(Requirement) Among the entries, how many lines hold the word "their"? Respond with that number only.

(Study material)
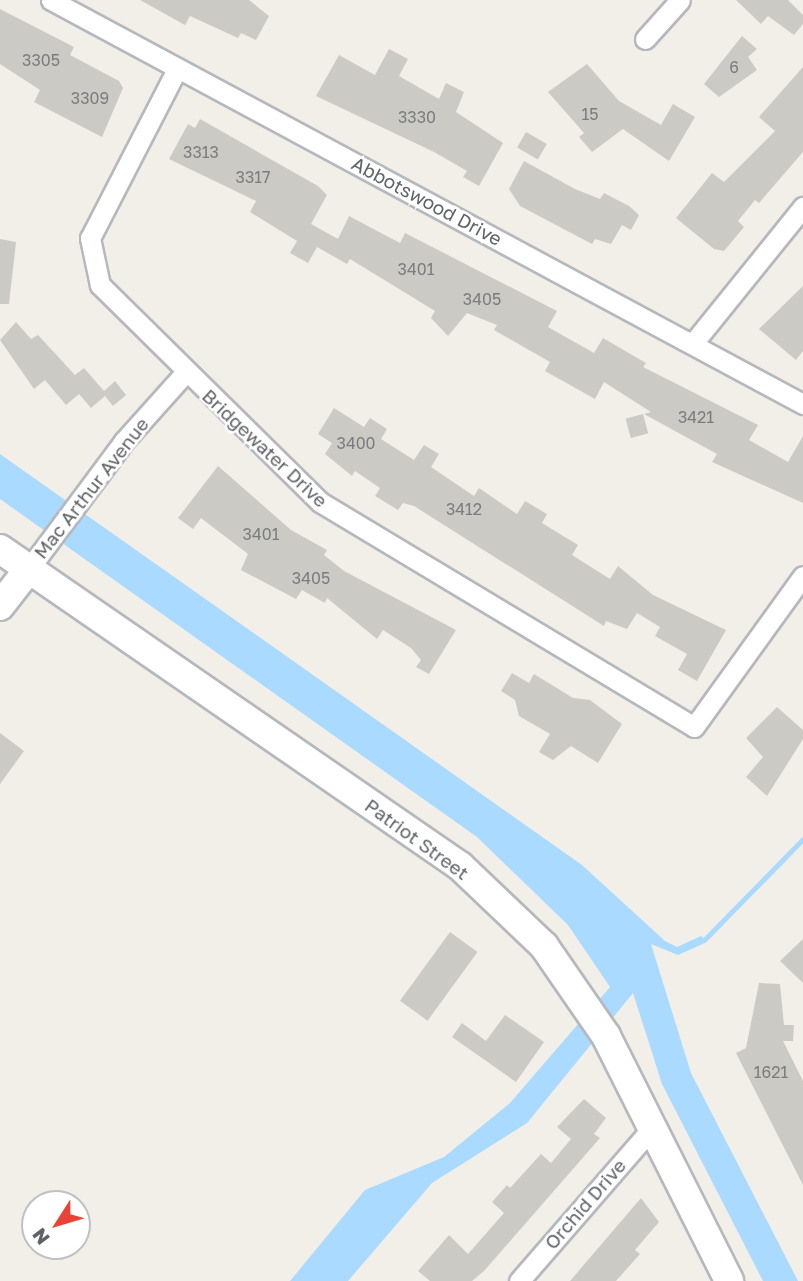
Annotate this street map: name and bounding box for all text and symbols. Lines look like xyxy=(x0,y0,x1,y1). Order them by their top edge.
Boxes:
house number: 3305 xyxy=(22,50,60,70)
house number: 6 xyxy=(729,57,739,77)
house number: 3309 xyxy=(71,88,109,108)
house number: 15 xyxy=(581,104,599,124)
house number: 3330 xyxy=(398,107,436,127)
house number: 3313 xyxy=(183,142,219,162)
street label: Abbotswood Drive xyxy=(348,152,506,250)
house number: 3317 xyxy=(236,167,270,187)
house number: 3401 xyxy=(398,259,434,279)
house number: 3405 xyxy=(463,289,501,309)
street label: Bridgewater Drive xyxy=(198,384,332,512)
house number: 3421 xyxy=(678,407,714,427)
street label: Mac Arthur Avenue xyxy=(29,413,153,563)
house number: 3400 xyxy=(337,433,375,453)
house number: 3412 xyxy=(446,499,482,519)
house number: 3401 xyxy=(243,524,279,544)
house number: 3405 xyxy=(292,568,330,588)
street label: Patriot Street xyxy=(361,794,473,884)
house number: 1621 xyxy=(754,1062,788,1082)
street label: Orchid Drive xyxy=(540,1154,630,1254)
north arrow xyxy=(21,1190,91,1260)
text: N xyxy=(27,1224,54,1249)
* * *
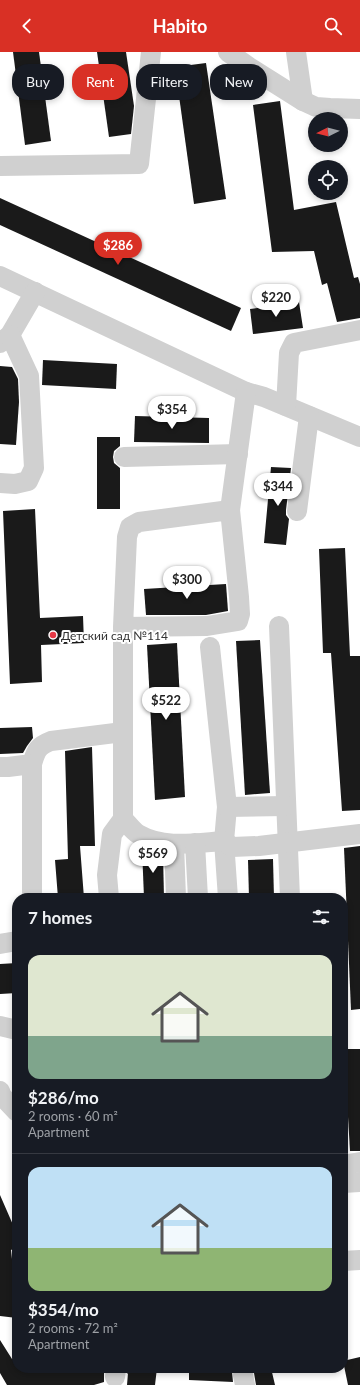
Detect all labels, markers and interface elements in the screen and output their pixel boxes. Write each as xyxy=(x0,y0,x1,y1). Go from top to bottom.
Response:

(Exercise result) 2